Le distributeur reçoit, en contrepartie, un soutien financier d’A.D.I.Valor, en fonction du tonnage collecté. “Une contribution minime”, juge Nicolas Martel. “La collecte nécessite de l’espace, un équipement adapté, du temps et de la formation pour nos magasiniers. Tout cela a un coût, et ce que nous percevons ne suffit pas à couvrir les frais engagés”, témoigne-t-il.
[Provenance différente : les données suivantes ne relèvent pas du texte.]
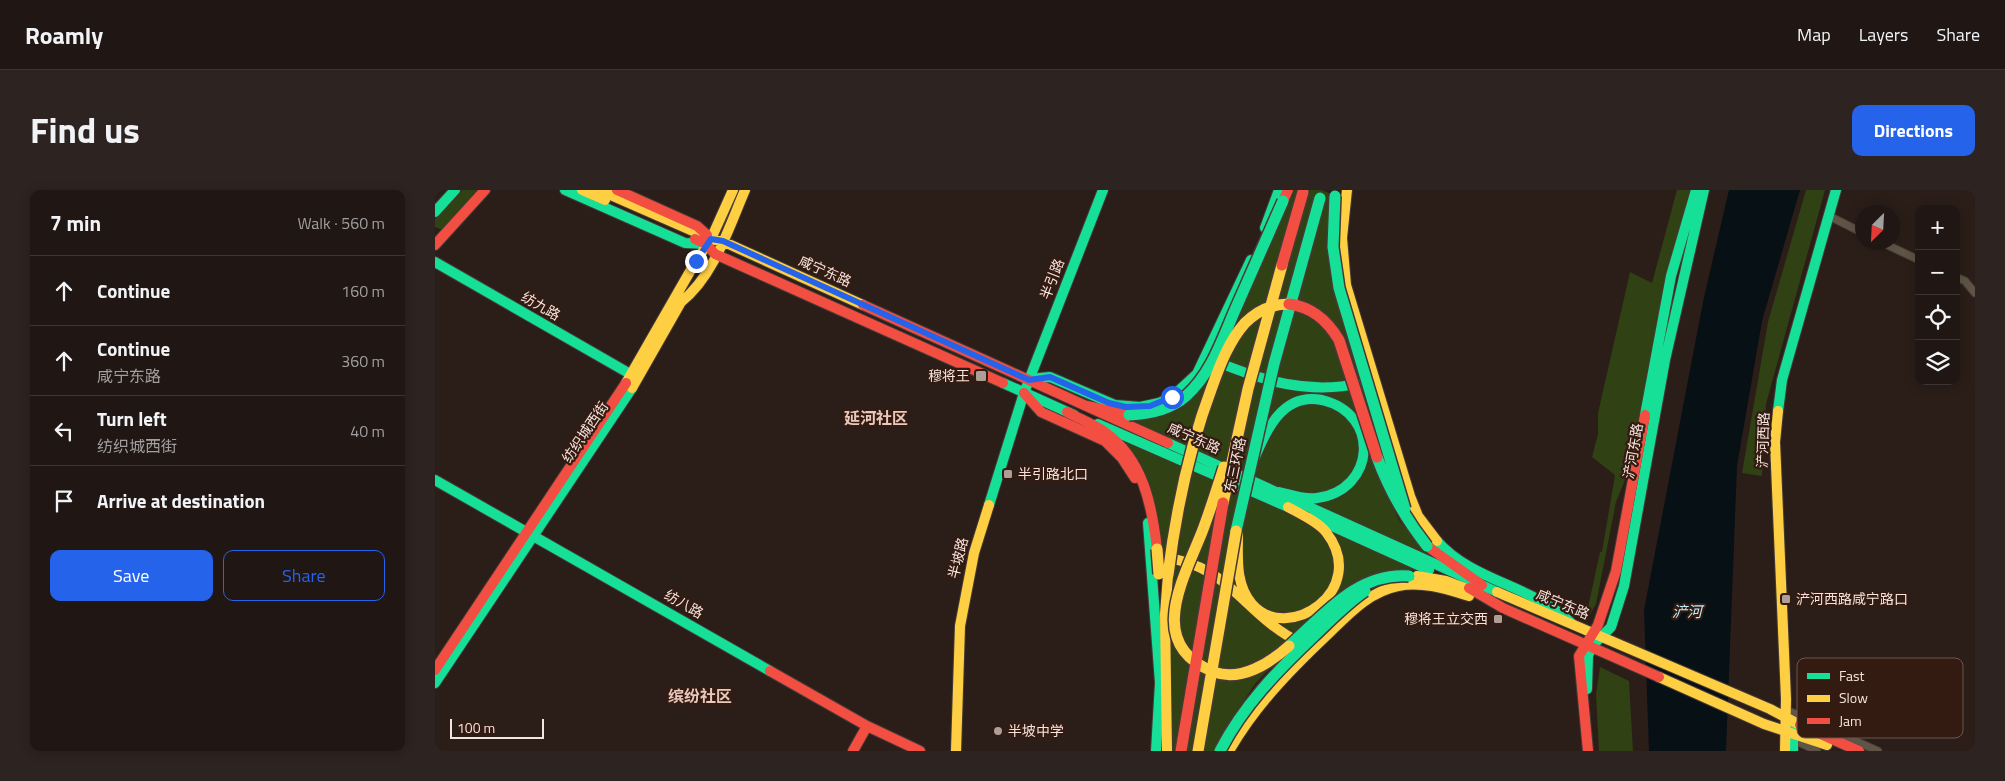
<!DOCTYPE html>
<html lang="en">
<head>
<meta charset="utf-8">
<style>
	:root { --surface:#201613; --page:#2d2321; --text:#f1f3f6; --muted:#a29fa0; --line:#3d3533; --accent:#2563eb }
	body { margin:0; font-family:"Titillium Web","Noto Sans SC",sans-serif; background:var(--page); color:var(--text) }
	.controls { position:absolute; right:15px; top:15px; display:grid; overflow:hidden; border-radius:10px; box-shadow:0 2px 12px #0003 }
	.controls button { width:45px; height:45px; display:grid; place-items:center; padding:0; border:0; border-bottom:1px solid var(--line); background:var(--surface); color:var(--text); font:25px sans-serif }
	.compass { position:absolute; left:1420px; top:15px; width:45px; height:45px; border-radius:50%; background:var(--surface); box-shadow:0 2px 12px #0003; rotate:204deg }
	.scale { position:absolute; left:15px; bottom:12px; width:94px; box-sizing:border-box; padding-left:5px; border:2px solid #f5e3dd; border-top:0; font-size:14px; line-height:18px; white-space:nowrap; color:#f5e3dd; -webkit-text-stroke:4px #331b11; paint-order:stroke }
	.stop { position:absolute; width:15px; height:15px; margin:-11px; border:4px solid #2563eb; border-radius:50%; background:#fff }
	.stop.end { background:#2563eb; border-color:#fff; box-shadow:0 1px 5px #0008 }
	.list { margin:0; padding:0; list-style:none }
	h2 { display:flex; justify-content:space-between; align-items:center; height:65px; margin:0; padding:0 20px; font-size:21px }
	h2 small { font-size:16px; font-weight:400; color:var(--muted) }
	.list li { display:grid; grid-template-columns:32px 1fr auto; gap:15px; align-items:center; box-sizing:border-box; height:70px; padding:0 20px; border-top:1px solid var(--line) }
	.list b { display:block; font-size:19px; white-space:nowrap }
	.list p { margin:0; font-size:16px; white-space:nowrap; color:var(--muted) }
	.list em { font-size:16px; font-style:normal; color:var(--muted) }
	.actions { display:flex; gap:10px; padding:15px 20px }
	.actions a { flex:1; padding:11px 0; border:1px solid var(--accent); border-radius:10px; text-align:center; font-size:18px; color:var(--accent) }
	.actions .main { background:var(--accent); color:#fff }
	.icon { flex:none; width:28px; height:28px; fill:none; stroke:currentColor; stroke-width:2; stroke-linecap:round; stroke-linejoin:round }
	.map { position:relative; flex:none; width:1540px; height:561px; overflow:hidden; border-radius:10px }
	header { display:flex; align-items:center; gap:30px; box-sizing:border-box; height:70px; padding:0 25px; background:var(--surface); border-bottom:1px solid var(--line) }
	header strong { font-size:24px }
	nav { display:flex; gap:28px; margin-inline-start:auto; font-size:18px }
	.intro { display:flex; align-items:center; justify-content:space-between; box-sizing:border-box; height:120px; padding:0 30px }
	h1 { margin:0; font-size:35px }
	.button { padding:12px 22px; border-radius:10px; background:var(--accent); color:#fff; font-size:18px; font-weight:700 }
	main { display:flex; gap:30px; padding:0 30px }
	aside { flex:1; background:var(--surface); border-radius:10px; box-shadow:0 2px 12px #0003 }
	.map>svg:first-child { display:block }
	.green { fill:#304113 }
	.water { fill:#071014 }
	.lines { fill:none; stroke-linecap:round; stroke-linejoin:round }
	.street-casing { stroke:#463a36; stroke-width:9 }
	.fast-casing { stroke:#463a36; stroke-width:12 }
	.slow-casing { stroke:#463a36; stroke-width:12 }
	.jam-casing { stroke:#463a36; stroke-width:12 }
	.street { stroke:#5f5446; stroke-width:7 }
	.fast { stroke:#16e098; stroke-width:10 }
	.slow { stroke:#ffcf43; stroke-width:10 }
	.jam { stroke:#f24e42; stroke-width:10 }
	.fast-bridge-casing { stroke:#463a36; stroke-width:14; stroke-linecap:butt }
	.slow-bridge-casing { stroke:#463a36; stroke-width:14; stroke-linecap:butt }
	.jam-bridge-casing { stroke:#463a36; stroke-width:14; stroke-linecap:butt }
	.fast-bridge { stroke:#16e098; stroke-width:11 }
	.slow-bridge { stroke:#ffcf43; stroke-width:11 }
	.jam-bridge { stroke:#f24e42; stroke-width:11 }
	.route { stroke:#2563eb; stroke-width:6 }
	.poi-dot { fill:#ae9e98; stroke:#331b11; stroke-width:2 }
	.labels { text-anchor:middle; stroke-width:4.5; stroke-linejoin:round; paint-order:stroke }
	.street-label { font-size:14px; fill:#f5e3dd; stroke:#331b11 }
	.poi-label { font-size:14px; fill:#f5e3dd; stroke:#331b11; text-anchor:start }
	.water-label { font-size:15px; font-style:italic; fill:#bdeefb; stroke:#331b11 }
	.quarter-label { font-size:16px; font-weight:bold; fill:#eac8bb; stroke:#331b11 }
	.key { fill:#331b11; stroke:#6d574e; stroke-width:1 }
	.key-label { font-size:14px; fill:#f5e3dd }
</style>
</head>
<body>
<header>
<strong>Roamly</strong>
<nav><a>Map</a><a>Layers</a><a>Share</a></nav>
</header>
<div class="intro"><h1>Find us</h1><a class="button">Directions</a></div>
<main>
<aside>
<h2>7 min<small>Walk · 560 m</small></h2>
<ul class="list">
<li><svg class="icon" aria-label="ahead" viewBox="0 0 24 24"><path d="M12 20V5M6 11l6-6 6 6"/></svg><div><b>Continue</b></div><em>160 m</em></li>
<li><svg class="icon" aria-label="ahead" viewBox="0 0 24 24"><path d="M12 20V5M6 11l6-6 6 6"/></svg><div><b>Continue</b><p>咸宁东路</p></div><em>360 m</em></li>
<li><svg class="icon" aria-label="left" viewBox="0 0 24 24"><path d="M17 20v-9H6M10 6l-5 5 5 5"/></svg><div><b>Turn left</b><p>纺织城西街</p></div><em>40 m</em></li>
<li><svg class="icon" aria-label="arrive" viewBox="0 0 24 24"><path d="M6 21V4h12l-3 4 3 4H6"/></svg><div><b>Arrive at destination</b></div></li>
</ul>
<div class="actions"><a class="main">Save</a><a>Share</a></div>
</aside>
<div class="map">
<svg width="1540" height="561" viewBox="0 0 1540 561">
	<rect width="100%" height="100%" fill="#2b1e19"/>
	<path class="green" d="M27,0H45L8,40L0,37V29Z
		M856,0H887L896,4L949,269L950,300L964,330L993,365L985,380L949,382L838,475L820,494L790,539L780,561H736V496L722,332L684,249L692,228L745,214Z
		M1242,0H1256L1226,117L1196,275L1181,312L1161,414L1155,424L1152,422L1165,362H1167L1180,285L1157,267L1163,244V223L1195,82L1217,93Z
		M1371,0H1390L1331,214L1327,286L1307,283L1333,132Z
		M1165,477L1194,491L1198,561H1164L1161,504Z"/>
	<path class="water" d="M1294,0H1365L1327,131L1302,276L1291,561H1214L1209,420L1269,107Z"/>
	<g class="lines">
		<defs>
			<path id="street" d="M1394,26L1428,43
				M1446,52L1484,70
				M1521,87L1530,91L1540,103
				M1351,529L1356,522L1443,561
				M1355,548L1382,561"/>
			<path id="fast" d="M130,0L250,53L270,54
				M0,22L20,0
				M830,38L844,0
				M0,72L197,185
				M780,171C828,191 874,205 926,193
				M594,189L615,187L680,215L705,217L724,213L737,207L762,184L816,70
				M568,193L639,225
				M1343,221L1347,190L1401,0
				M1210,225L1236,86L1261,0
				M663,234L862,321
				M733,253L1062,402
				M819,269C832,239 848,202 887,210C946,224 941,300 882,308C869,310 856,305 844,302
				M0,290L335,481
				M554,315L589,203L668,0
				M877,327L994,380
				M713,333L725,493L721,561
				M1002,351C1038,392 1098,395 1136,433
				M0,493L197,198
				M1152,499L1153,465L1159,454L1176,437L1189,396L1230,170L1269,0
				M1358,536V561"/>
			<path id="slow" d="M147,0L170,10
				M164,0L276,49L287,51L428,115
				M912,0L907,48L911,95L975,306L983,326L1002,351
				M191,193L261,71L276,49L298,0
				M197,198L246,112C279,86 294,37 310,0
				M1343,221L1340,252L1351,509L1350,561
				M803,344C803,368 800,394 817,414C852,455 936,400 891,342C882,331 865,324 853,317
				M730,368C794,374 811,427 866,453
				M982,386L1011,391L1040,402
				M1062,402L1335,519L1365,535
				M1224,487L1329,534L1392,555
				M521,561L525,436L539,363L554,315
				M732,561L730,424L733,385
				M794,561C820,516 854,481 892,445C913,425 933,402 963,396C987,391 1011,399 1034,406"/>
			<path id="jam" d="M182,0L262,36L272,45
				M848,11L853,0
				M260,49L271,54L280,64L568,193
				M0,55L50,0
				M428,115L733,253
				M589,203L606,222L670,251L687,268L700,288
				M652,216L694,225
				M632,222C645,229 658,234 670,242C708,269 717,315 722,359
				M992,356L1047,395
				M1034,398L1068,418L1224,487
				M0,480L191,193
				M335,481L432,536L485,561
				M1365,535L1424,561
				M418,561L432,536
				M1153,561L1144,466L1163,435L1181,381L1210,225"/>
		</defs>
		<use href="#street" class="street-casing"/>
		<use href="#fast" class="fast-casing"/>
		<use href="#slow" class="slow-casing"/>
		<use href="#jam" class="jam-casing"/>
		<use href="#street" class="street"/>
		<use href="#fast" class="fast"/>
		<use href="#slow" class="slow"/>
		<use href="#jam" class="jam"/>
		<defs>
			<path id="fast-bridge" d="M900,6L898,57L904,98L970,319
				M694,225C714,224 735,220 751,206C776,184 787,150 800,120C816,84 832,47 848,11
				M942,267C954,300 970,328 992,356
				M801,341L839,174L885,8
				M854,456C889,425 922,382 974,386
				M785,561C808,516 842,481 879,446C895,431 911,414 930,401"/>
			<path id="slow-bridge" d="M789,277C782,299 775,321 767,342C748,390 710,455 779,482C806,492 835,473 854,456
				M788,313L813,199L847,75
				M722,359L724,384
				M733,385C741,320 754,258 777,197C785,175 794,151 810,133C822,121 837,114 854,114
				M763,561L801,341"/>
			<path id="jam-bridge" d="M847,75L868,2
				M854,114C877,117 892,130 904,150L942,267
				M746,561L788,313"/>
		</defs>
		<use href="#fast-bridge" class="fast-bridge-casing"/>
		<use href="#slow-bridge" class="slow-bridge-casing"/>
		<use href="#jam-bridge" class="jam-bridge-casing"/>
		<use href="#fast-bridge" class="fast-bridge"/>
		<use href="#slow-bridge" class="slow-bridge"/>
		<use href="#jam-bridge" class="jam-bridge"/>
	</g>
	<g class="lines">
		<path class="route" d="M261,71L276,49L288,51L594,190L615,187L674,213L691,217L715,216L737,207"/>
	</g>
	<g class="poi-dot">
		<rect x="540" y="180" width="12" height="12" rx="2.5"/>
		<rect x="568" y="279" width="10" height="10" rx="2.5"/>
		<rect x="1346" y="404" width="10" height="10" rx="2.5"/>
		<rect x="1058" y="424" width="10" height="10" rx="2.5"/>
		<circle cx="563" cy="541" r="5"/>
	</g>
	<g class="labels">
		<g class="street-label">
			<text transform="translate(390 81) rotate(24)" y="5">咸宁东路</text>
			<text transform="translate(617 89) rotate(-69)" y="5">半引路</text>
			<text transform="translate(106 116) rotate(30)" y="5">纺九路</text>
			<text transform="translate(150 242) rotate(-56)" y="5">纺织城西街</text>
			<text transform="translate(759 248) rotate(24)" y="5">咸宁东路</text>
			<text transform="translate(1328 250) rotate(-88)" y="5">浐河西路</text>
			<text transform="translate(1198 261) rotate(-80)" y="5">浐河东路</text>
			<text transform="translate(800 275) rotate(-78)" y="5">东三环路</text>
			<text transform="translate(523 368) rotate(-76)" y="5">半坡路</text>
			<text transform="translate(249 414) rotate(30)" y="5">纺八路</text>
			<text transform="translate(1128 414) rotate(23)" y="5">咸宁东路</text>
		</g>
		<g class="poi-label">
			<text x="535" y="191" text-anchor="end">穆将王</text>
			<text x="583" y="289">半引路北口</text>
			<text x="1361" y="414">浐河西路咸宁路口</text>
			<text x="1053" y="434" text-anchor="end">穆将王立交西</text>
			<text x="573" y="546">半坡中学</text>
		</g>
		<g class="water-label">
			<text x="1252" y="427">浐河</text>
		</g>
		<g class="quarter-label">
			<text x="441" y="234">延河社区</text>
			<text x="265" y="512">缤纷社区</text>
		</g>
	</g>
	<rect x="1362" y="468" width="166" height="80" rx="8" class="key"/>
	<rect x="1372" y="483" width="23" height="6" fill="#16e098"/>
	<rect x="1372" y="505" width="23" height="7" fill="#ffcf43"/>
	<rect x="1372" y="528" width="23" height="6" fill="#f24e42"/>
	<g class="key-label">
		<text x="1404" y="491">Fast</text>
		<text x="1404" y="513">Slow</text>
		<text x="1404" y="536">Jam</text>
	</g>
</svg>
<div class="controls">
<button>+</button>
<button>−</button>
<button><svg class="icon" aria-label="locate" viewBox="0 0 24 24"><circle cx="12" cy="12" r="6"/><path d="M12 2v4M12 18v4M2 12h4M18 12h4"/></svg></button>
<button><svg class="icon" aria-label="layers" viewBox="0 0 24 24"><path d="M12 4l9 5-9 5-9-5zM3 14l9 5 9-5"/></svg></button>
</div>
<svg class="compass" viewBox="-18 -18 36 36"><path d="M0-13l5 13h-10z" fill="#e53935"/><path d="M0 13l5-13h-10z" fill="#a29fa0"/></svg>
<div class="scale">100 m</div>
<div class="stop" style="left:737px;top:207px"></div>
<div class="stop end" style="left:261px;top:71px"></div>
</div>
</main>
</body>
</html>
Des collectes systématiques, directement chez les détenteurs, lui paraissent donc hors de portée. “C’est grâce aux efforts partagés de la profession agricole et de la distribution que notre filière est une des mieux organisée en matière de gestion des déchets”, soutient-il.

Pour les représentants agricoles, il est finalement indispensable de renforcer l’information et la communication sur le traitement des déchets inertes issus des exploitations agricoles, les différents flux et les règles de collecte. “Il y a encore trop de méconnaissance. Les agriculteurs trient leurs déchets, font face à des obligations légales et des contraintes réglementaires multiples, et cherchent toujours à s’améliorer. Il est donc important de pouvoir les informer clairement de ce qui est fait et de ce qu’il convient de faire”, souligne Sylvain Audemard. 

La Chambre d’agriculture prévoit notamment de communiquer sur les différents flux de déchets inertes et les règles d’apport. Les formations au Certiphyto apparaissent, par ailleurs, comme un vecteur efficace de diffusion des supports de communication d’A.D.I.Valor.